What you are asked to do: Look at each line below and tally those holding "above"; answer with that figure and nothing else.

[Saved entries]

****

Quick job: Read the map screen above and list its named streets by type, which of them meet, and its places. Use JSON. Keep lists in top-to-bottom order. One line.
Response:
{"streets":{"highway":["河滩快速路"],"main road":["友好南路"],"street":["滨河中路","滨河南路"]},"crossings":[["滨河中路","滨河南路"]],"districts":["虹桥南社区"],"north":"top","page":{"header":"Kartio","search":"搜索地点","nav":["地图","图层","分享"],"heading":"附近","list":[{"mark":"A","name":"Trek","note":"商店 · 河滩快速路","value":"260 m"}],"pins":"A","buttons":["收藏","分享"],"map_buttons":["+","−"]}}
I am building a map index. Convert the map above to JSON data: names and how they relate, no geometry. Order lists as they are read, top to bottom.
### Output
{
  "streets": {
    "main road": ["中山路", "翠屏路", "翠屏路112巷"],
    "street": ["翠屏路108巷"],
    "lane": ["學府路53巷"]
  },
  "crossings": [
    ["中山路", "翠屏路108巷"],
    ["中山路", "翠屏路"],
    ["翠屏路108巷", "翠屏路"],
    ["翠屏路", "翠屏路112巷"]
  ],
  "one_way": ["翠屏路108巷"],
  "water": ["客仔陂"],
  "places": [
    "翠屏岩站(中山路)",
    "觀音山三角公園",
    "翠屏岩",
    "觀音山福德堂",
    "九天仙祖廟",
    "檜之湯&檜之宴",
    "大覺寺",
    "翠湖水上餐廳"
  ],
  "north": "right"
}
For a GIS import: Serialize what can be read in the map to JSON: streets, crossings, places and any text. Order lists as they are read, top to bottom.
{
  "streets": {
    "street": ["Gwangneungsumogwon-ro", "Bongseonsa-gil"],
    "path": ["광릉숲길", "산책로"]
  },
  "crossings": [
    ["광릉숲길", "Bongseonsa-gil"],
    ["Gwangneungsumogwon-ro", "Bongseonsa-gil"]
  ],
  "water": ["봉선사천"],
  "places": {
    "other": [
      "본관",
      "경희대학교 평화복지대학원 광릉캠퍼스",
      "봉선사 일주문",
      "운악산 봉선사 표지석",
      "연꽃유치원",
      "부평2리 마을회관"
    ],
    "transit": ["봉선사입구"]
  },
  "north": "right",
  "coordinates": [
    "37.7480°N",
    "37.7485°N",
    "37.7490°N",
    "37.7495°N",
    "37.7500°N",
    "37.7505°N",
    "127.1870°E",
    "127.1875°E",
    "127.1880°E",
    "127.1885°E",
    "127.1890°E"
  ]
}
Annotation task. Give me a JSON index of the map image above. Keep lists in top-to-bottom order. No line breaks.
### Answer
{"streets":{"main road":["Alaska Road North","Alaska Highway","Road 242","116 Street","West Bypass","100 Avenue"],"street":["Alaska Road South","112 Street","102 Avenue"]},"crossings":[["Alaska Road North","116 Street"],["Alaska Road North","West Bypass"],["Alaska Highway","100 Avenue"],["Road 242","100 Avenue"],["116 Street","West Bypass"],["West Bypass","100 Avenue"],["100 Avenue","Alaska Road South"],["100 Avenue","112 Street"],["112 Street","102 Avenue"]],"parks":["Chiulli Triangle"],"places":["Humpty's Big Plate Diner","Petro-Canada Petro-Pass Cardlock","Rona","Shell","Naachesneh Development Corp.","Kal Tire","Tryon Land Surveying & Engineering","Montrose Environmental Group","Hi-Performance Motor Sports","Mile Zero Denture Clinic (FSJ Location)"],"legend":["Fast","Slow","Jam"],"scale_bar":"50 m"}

****

Reply: 3